The empirical CDFs were approximated using empirical percentiles at a fixed interval of 0.01. Values in between the percentiles were approximated using a linear interpolation. A threshold for the correction of the number of wet days was estimated from the empirical probability of non-zero values in Po. The correction of the daily values at each grid box was done for each month separately to account for seasonality.
The performance of QM was assessed by using a split-sampling validation approach. For KNMI-RACMO22E the historical model output comprises the years 1950–2005, which was split into the 30-year calibration periods 1950–1979 and 1976–2005. Bias correction was done for each of the two calibration periods and the performance was validated in the two, from the correction independent, 26-year periods 1980–2005 and 1950–1975, respectively. For CLMcom-CCLM4-8-17 historical model output was available for the period 1960–2005 and the 25-year calibration periods 1960–1984 and 1981–2005 were used for setting up the transfer functions between observed and modelled values. The statistical bias correction was subsequently validated in the independent 21-year periods 1985–2005 and 1960–1980, respectively. Root mean square error (RMSE) between observed and modelled values was used as performance measure. RMSE is calculated for the arithmetic means across all grid cells, assuming an equal weight for each cell. Thus, it serves as a cumulative measure of the bias over the considered domain.

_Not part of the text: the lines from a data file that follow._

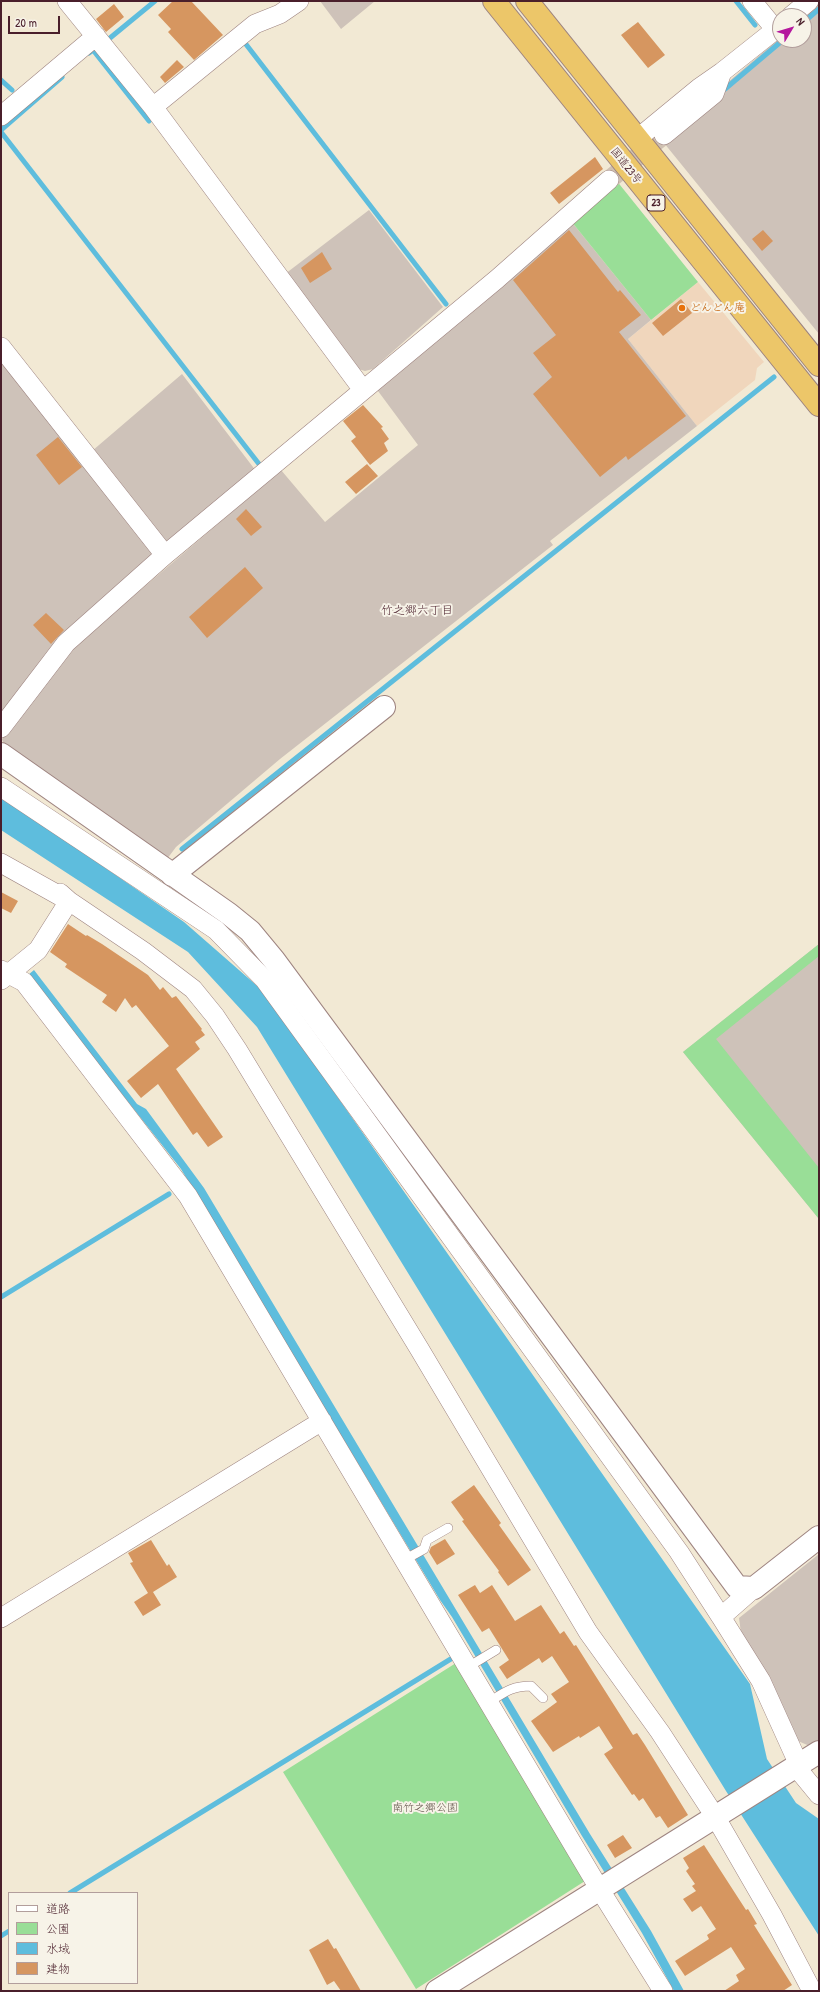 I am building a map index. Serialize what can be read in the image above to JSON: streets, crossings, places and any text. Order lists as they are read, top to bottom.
{
  "streets": {
    "highway": ["国道23号", "23"]
  },
  "districts": ["竹之郷六丁目"],
  "parks": ["南竹之郷公園"],
  "places": ["どんどん庵"],
  "legend": [
    "道路",
    "公園",
    "水域",
    "建物"
  ],
  "scale_bar": "20 m",
  "north": "top right"
}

Distribution modelling and projection
Climate data (mean, minimum and maximum temperature and precipitation) of each month separately in the time period 1985–2009 as well as the land cover data served as predictors for vector occurrences. In order to quantify the relationships between vector occurrences with climate and land cover variables and to map and project the occurrences under present and future climate conditions Boosted Regression Trees (BRTs) were used. Detailed descriptions of BRT are provided by Elith et al. [14] and Hastie et al. [22]. BRT combines regression trees and boosting. BRT attempts to minimize a loss function, which involves jointly optimizing the number of trees, learning rate, and tree complexity. The learning rate is used to shrink the contribution of each tree as it is added to the model. Slowing the learning rate increases the number of trees required. In general, a smaller learning rate (and consequently a larger number of trees) is preferable. Tree complexity (number of nodes in a tree) relates to the interaction order in the predictand. With increasing tree complexity, learning rate must be decreased if sufficient trees are to be fitted to minimize predictive error. The tree complexity should reflect the correct interaction order in the response variable. However, since an adequate tree complexity is usually unknown, it is best evaluated using independent data. As in Elith et al. [14] the optimal number of trees, learning rate and tree complexity were estimated with a cross-validation approach, using deviance reduction as performance measure. The dismo and gbm packages in R were used to assess the optimal number of boosting trees using 10-fold cross-validation. In the present study models were developed with 50% of the data, and were validated with the remaining data. Tree complexity of 2 up to 8, and learning rates of 0.005, 0.1 and 0.5 were evaluated.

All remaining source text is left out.